Portugal tem talento. No entanto, o ténis de
mesa feminino nacional vive dias de silêncio. De norte a sul, passando por
ilhas onde antes se respirava desporto de alto nível, a modalidade perde
jogadoras, energia e esperança.
João Costa, treinador e porta-voz das preocupações comuns
As palavras foram simples, mas ecoaram com
força. Após a vitória do Alvito no campeonato nacional de sub-19 por equipas,
em Almancil, concelho de Loulé, no Algarve, o treinador João Costa não
quis exclusivamente celebrar. Aproveitou o momento de visibilidade para deixar
uma reflexão necessária:
“Há poucas atletas jovens a competir.
Precisamos de fazer alguma coisa pelo ténis de mesa feminino”, afirmou frontalmente, ao ser confrontado com o
título conquistado.
As suas palavras expuseram a ferida aberta.
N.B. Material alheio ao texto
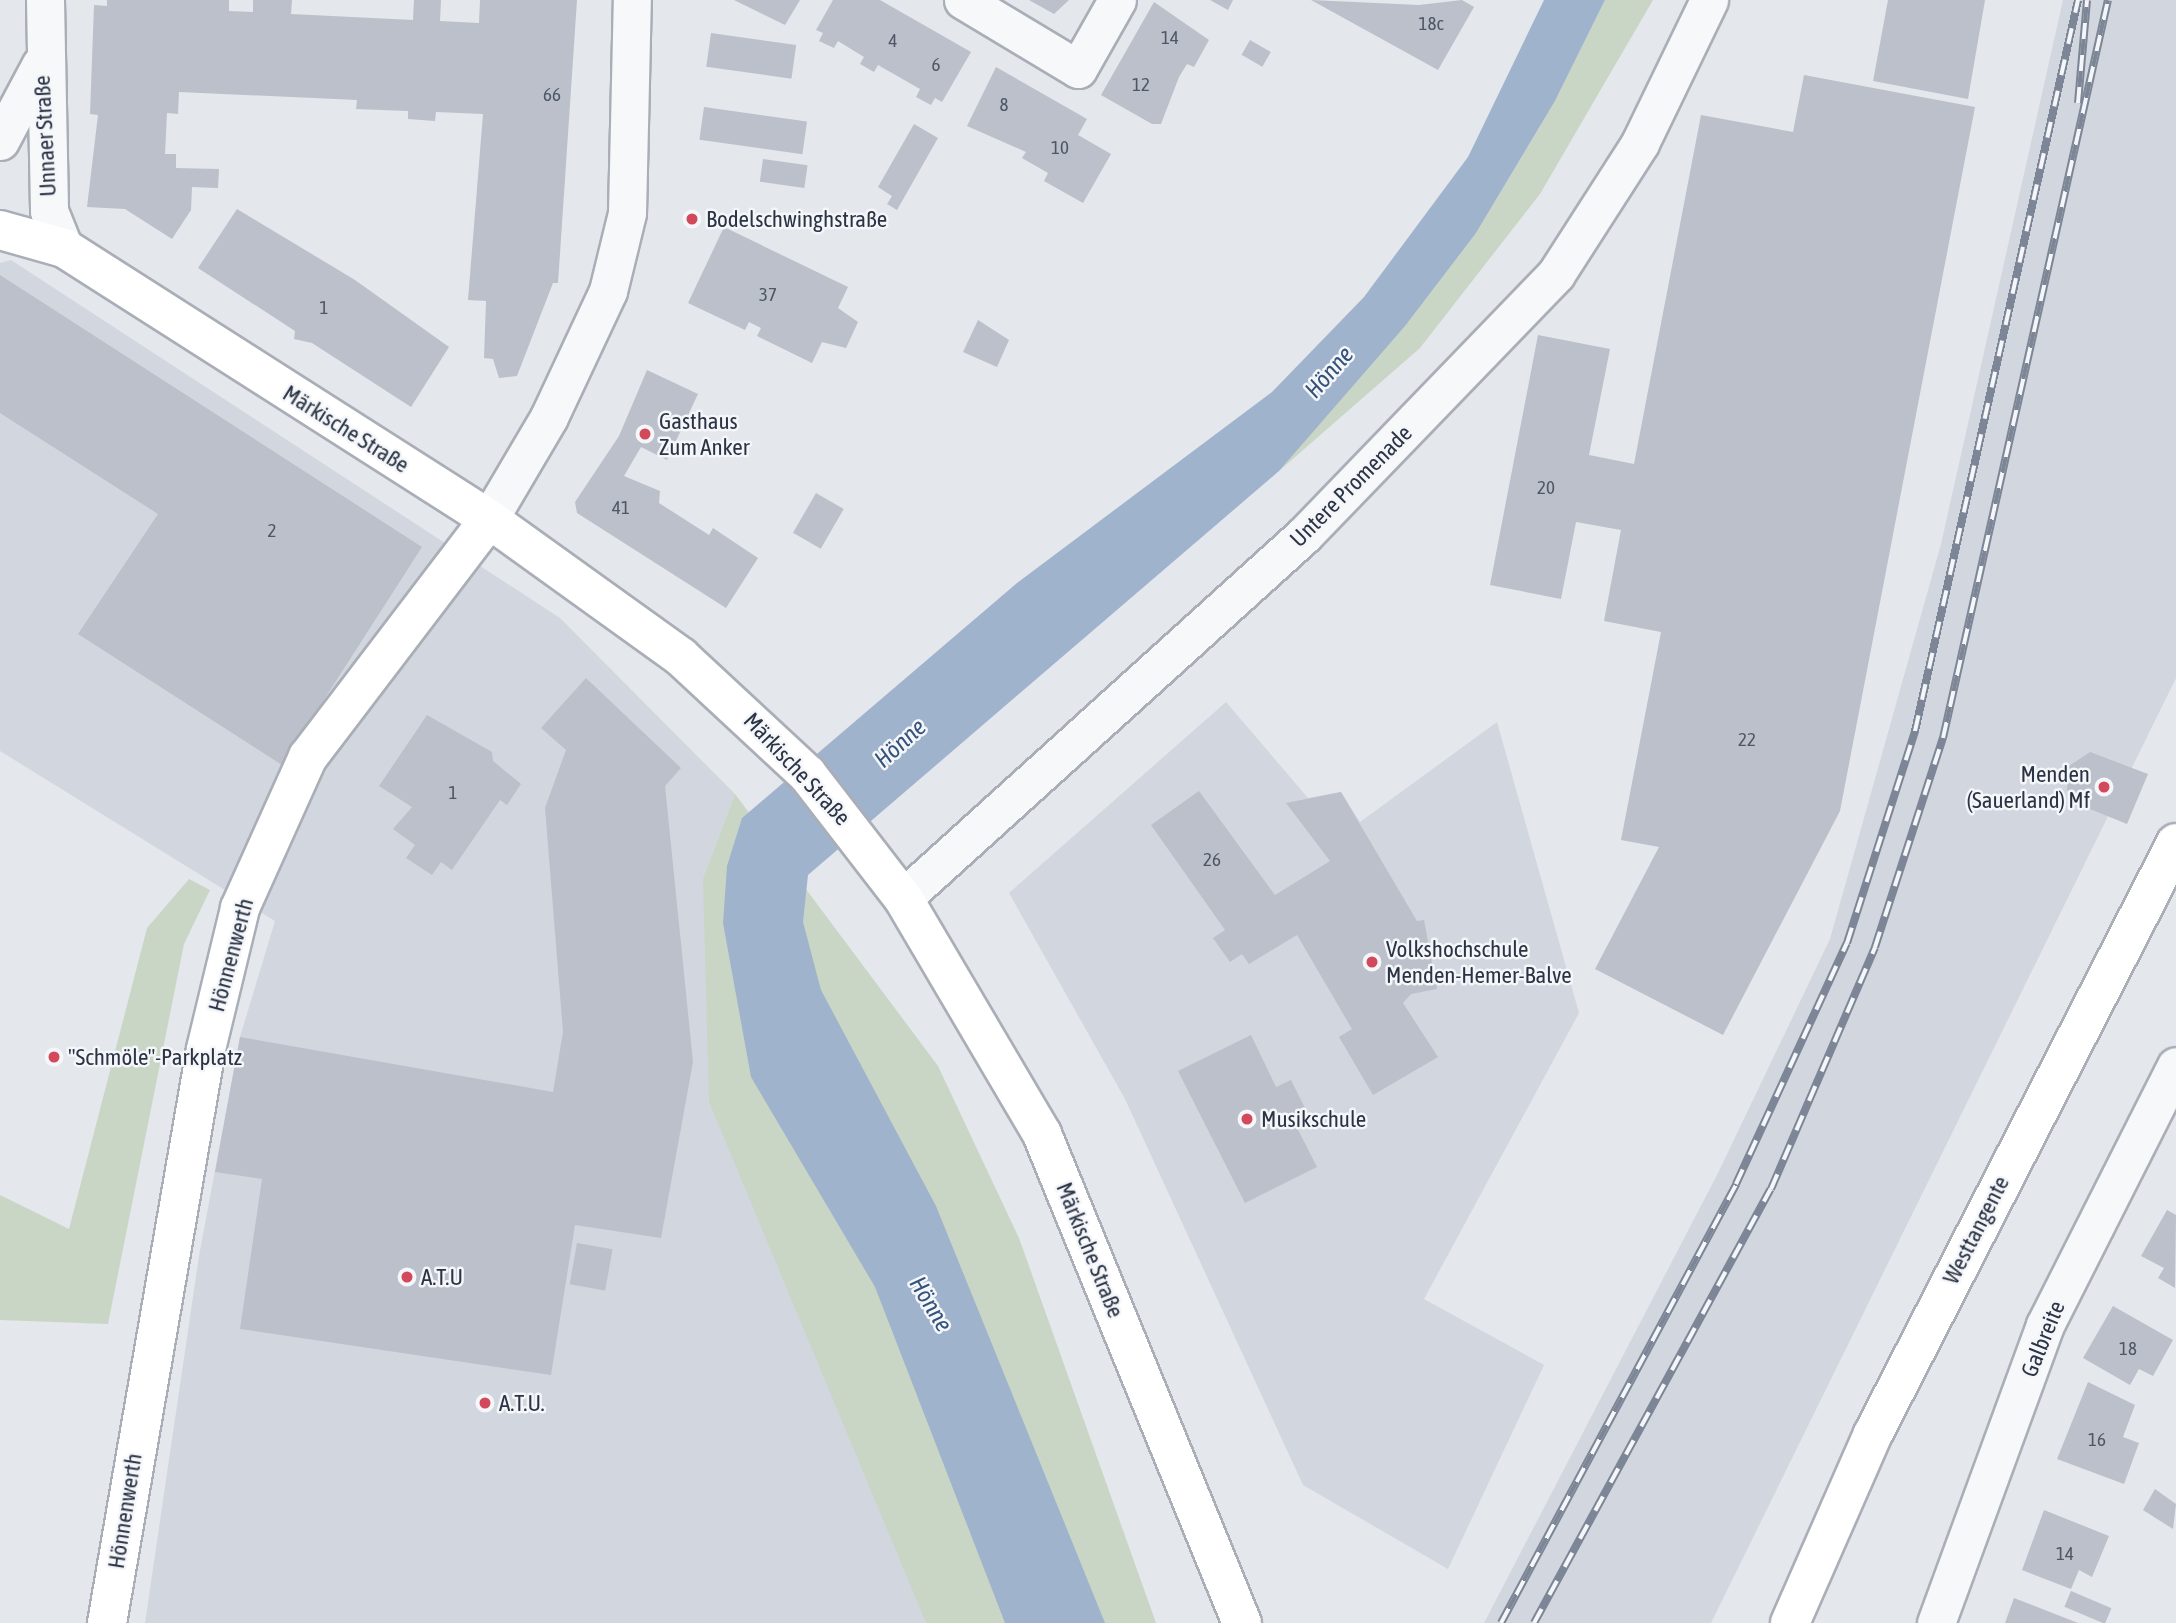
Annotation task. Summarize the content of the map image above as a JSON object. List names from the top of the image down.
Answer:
{
  "streets": {
    "main road": ["Märkische Straße", "Hönnenwerth", "Westtangente"],
    "street": ["Unnaer Straße", "Untere Promenade", "Galbreite"]
  },
  "crossings": [
    ["Unnaer Straße", "Märkische Straße"],
    ["Märkische Straße", "Untere Promenade"],
    ["Märkische Straße", "Hönnenwerth"]
  ],
  "water": ["Hönne"],
  "places": [
    "Bodelschwinghstraße",
    "Gasthaus Zum Anker",
    "Menden (Sauerland) Mf",
    "Volkshochschule Menden-Hemer-Balve",
    "\"Schmöle\"-Parkplatz",
    "Musikschule",
    "A.T.U",
    "A.T.U."
  ],
  "house_numbers": [
    "18c",
    "14",
    "4",
    "6",
    "12",
    "66",
    "8",
    "10",
    "37",
    "1",
    "20",
    "41",
    "2",
    "22",
    "1",
    "26",
    "18",
    "16",
    "14"
  ]
}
Enquanto algumas equipas resistem, a verdade é que muitas vezes os títulos
femininos são decididos com meia dúzia de formações inscritas. Nos
torneios nacionais, já é difícil preencher um quadro principal de 16 jogadoras
— quanto mais um de 32. É o reflexo de um vazio competitivo preocupante.
João Costa vê o que muitos observam, mas
poucos verbalizam: há um vazio estrutural que nenhuma vitória esconde. Os
clubes de base vivem no limite, como o da Casa do Povo de Alvito, mas são a
esperança que reacende a chama.
Mais do que um desabafo, a intervenção do
treinador minhoto é um apelo. Para que se olhe com seriedade para a modalidade
e para que se deixe de contar somente com os resistentes. Para que o ténis de
mesa feminino ultrapasse o eco e se afirme com uma voz firme e duradoura.
Entretanto, O Clube de Ténis de Mesa de Mirandela acabou por não participar nesta competição, uma vez que apenas tinha disponível uma jogadora chinesa, estando Mariana Santa Comba em período de exames — um reflexo claro da escassez de jogadoras nacionais no escalão de sub-19.
Um país onde a bola deixou de voltar
Nos ‘rankings’ internacionais ainda existem nomes
portugueses. Fu Yu continua a sobressair com as cores da seleção nacional.
Jieni Shao é presença habitual nas competições de topo. Porém, são exceções e
mais do que isso: não foram formadas em Portugal.
O problema não é o topo da pirâmide, mas sim
da base. Há poucas jogadoras a entrar na modalidade. As que entram, na sua
maioria, desistem cedo — muitas vezes antes dos 18 anos. Entre as que se mantêm
até aos seniores, a tendência é a mesma: ausência, desânimo e abandono.
A sangria silenciosa: onde estão as jogadoras?
A realidade é dura como uma rocha. Segundo
dados não oficiais recolhidos junto de treinadores e clubes, há menos de 100
atletas femininas em competição federada regular em Portugal. Um número
alarmante para uma modalidade com longa tradição olímpica.
As razões são múltiplas, mas entre elas
destaca-se um padrão claro: as raparigas chegam tarde, jogam pouco e saem cedo.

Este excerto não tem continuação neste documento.